■ Dataset entries
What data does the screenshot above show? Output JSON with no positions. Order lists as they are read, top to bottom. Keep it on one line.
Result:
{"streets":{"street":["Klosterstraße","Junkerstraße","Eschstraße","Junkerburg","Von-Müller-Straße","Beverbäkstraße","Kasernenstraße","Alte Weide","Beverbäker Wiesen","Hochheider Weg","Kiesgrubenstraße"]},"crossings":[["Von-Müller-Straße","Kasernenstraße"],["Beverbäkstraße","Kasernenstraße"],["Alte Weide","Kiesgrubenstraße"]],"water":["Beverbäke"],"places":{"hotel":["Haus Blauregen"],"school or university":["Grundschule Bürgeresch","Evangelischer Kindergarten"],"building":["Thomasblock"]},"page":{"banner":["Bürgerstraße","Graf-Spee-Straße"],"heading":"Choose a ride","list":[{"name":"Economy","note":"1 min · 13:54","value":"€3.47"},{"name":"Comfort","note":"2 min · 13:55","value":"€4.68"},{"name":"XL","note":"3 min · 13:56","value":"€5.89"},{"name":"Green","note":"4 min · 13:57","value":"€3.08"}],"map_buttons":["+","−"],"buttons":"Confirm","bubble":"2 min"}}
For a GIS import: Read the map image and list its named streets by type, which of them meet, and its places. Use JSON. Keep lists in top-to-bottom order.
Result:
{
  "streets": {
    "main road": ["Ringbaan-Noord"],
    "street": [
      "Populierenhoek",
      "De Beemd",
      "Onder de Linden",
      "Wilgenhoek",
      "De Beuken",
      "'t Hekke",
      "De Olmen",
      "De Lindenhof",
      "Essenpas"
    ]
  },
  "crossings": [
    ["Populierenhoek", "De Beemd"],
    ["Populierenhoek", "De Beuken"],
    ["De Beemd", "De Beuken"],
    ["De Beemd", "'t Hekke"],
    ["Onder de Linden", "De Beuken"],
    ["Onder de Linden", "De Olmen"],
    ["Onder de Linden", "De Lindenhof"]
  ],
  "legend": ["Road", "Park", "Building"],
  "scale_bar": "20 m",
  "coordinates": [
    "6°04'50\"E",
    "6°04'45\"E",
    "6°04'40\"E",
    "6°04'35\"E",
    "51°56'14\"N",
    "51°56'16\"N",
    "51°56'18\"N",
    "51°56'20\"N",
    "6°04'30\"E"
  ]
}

■ What is required
Please copy all lines of the listing in which the string "Keep" occurs.

■ Answer to this exercise
What data does the screenshot above show? Output JSON with no positions. Order lists as they are read, top to bottom. Keep it on one line.
For a GIS import: Read the map image and list its named streets by type, which of them meet, and its places. Use JSON. Keep lists in top-to-bottom order.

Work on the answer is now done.